Karakol (/tl/) is a devotional street dance and slow-moving procession performed in the Philippines in honor of patron saints, particularly during fiestas. The term is derived from the Spanish word caracol (snail), referring to the procession's slow pace.

==History==
Karakol evolved from the Spanish caracol (meaning snail) and caracoa (early Filipino war boats). It was originally a river-based prayer for bountiful fishing.
Over time, it transformed into a lively, hopping street dance. Devotees perform this dance to thank a patron saint or to ask for a special blessing. People dance along the streets in time with a waltz or marching band rhythm.

==Regional celebrations==
In Bohol, Karakol is one of the highlights during the Matabao festival. It is performed as a panata (vow), either as a prayer for blessings and daily needs or as thanksgiving for favors received.

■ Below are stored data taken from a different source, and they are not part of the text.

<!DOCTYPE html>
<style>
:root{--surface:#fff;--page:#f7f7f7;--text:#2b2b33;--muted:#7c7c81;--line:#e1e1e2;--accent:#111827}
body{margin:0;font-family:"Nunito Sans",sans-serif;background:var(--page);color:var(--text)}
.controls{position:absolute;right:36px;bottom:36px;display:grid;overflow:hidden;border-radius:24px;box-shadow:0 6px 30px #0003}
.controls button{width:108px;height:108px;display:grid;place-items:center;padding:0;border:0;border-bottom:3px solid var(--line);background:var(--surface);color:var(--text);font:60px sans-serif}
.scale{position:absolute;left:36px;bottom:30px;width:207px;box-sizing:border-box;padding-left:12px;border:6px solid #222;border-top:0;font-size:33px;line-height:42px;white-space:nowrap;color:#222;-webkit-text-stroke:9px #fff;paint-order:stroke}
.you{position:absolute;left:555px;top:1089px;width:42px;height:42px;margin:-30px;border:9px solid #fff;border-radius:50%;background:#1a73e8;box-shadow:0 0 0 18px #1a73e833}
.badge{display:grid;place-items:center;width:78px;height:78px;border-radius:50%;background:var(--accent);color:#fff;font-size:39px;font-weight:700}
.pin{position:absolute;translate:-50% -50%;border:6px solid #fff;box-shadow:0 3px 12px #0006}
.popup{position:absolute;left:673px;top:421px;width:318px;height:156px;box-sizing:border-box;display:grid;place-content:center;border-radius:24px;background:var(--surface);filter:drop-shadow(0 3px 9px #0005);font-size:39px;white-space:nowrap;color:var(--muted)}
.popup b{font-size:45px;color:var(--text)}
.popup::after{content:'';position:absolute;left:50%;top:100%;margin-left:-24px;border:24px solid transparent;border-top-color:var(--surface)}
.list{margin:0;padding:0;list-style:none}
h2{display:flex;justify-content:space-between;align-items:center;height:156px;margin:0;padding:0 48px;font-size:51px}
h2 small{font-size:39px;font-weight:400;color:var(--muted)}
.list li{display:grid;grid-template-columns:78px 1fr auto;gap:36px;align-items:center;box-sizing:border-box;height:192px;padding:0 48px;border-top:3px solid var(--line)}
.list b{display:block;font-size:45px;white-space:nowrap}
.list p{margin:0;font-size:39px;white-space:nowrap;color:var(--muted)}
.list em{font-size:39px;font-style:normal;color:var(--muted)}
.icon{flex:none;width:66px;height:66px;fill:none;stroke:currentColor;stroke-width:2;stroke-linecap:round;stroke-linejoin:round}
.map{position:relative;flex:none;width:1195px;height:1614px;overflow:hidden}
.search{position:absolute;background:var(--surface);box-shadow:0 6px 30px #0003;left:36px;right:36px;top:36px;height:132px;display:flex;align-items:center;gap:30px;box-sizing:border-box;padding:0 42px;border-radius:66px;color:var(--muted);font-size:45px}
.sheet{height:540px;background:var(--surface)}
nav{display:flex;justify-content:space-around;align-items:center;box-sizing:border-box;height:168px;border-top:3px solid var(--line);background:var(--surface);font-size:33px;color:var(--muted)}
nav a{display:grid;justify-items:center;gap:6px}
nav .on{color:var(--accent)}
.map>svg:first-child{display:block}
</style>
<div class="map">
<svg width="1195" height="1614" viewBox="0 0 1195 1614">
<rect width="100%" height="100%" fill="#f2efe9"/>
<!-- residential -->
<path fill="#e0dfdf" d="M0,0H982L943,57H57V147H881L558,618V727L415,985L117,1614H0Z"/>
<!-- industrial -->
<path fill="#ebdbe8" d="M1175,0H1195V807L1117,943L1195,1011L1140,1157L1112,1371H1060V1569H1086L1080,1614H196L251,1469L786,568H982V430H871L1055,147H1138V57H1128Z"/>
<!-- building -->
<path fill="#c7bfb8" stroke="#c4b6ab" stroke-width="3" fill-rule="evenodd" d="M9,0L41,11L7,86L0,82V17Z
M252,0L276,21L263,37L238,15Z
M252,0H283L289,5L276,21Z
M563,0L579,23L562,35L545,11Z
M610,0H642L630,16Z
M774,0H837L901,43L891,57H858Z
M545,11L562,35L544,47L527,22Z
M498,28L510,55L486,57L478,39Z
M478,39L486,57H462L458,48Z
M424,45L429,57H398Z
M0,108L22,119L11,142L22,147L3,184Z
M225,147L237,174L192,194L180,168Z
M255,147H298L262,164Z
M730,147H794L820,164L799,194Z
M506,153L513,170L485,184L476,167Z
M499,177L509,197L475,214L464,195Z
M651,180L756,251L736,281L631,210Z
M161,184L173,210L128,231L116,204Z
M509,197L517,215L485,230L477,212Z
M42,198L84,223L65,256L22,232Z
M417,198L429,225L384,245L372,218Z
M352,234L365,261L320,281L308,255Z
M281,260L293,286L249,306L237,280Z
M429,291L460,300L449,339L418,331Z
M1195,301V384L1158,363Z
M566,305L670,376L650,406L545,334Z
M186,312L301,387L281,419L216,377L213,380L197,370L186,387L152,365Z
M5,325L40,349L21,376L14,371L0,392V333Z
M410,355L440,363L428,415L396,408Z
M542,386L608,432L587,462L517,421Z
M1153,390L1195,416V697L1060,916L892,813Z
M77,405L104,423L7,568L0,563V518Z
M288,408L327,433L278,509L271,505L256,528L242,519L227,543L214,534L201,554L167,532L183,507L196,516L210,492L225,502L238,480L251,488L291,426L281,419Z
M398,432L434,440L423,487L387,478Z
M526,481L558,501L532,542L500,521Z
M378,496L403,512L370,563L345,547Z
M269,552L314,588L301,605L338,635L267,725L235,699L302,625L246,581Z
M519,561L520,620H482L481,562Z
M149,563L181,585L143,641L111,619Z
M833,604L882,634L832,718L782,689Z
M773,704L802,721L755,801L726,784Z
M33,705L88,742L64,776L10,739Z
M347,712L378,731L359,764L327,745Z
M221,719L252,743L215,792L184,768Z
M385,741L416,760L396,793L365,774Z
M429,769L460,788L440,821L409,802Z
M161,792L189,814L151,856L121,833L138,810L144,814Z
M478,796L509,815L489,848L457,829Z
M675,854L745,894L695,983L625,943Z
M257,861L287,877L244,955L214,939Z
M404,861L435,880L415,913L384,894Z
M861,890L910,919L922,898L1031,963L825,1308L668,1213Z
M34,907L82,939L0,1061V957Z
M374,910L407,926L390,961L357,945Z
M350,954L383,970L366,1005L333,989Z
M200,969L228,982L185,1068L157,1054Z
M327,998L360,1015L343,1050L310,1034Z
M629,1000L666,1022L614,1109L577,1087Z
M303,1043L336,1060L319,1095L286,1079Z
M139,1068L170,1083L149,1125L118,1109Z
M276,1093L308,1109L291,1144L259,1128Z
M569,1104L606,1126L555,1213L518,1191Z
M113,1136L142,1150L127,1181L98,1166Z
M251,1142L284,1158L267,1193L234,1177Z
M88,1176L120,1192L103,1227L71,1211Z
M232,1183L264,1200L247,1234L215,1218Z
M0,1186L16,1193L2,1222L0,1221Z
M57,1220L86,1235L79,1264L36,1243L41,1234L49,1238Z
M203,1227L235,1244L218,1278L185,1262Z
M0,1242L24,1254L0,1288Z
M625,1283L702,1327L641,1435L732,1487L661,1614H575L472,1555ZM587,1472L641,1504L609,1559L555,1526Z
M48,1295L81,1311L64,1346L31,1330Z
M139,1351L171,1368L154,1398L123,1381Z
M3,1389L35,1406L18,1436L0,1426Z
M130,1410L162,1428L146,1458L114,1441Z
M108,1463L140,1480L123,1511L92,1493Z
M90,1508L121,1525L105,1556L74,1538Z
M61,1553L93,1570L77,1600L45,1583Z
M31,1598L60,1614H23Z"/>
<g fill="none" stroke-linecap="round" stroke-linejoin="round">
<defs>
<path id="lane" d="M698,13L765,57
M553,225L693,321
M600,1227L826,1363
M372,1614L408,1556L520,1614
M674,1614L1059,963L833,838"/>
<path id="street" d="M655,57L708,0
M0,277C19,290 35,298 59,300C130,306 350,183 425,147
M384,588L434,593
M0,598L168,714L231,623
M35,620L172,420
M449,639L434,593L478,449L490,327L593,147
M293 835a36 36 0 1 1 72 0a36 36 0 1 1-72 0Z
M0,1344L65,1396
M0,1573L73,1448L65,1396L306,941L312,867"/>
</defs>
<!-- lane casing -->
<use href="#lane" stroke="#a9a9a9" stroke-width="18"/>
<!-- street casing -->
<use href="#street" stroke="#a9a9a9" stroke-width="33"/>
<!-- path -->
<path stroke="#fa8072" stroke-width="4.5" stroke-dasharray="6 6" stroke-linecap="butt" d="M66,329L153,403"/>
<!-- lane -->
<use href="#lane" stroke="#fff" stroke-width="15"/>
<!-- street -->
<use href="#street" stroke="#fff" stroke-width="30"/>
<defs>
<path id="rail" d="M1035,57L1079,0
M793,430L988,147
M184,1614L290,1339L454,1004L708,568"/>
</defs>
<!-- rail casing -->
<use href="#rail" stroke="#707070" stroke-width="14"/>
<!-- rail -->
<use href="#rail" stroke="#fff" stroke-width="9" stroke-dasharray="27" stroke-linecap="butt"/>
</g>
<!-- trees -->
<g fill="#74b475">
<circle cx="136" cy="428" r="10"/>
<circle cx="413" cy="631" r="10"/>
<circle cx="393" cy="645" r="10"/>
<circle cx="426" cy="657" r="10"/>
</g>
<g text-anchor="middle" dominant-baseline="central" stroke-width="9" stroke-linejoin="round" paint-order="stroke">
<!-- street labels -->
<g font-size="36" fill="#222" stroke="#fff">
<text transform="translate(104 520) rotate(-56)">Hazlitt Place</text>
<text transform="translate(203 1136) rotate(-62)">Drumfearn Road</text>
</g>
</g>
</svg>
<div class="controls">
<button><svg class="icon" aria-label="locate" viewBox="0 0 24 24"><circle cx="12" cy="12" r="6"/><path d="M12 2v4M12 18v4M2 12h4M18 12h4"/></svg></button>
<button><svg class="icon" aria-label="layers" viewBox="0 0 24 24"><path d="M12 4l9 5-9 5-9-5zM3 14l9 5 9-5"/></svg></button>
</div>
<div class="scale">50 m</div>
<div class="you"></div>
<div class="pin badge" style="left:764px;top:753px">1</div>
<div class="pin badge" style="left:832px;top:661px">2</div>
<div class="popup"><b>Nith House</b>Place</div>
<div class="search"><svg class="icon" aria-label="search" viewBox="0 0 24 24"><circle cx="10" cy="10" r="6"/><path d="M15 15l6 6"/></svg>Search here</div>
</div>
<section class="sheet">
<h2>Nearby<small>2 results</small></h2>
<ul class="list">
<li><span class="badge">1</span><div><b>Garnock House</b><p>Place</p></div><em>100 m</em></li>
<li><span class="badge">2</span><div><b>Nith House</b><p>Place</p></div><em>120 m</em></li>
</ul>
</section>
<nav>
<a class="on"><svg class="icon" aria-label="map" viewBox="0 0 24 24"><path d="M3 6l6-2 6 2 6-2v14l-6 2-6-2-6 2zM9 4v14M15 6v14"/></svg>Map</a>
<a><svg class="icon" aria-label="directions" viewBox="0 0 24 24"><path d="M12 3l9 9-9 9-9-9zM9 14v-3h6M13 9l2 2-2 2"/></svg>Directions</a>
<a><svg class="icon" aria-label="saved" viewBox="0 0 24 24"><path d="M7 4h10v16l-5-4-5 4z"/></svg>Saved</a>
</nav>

In Cavite, Karakol is considered as a traditional festive dance. In 2023, during the 125th celebration of Philippine Independence, Caviteños in UK modified Karakol to involve waving of the Philippine flags

In Camarines Norte, devotees join the annual Karakol Festival, a fluvial procession honoring San Antonio de Padua, patron saint of Mercedes. Barangays parade their images on decorated floats and fishing vessels carrying both icons and devotees.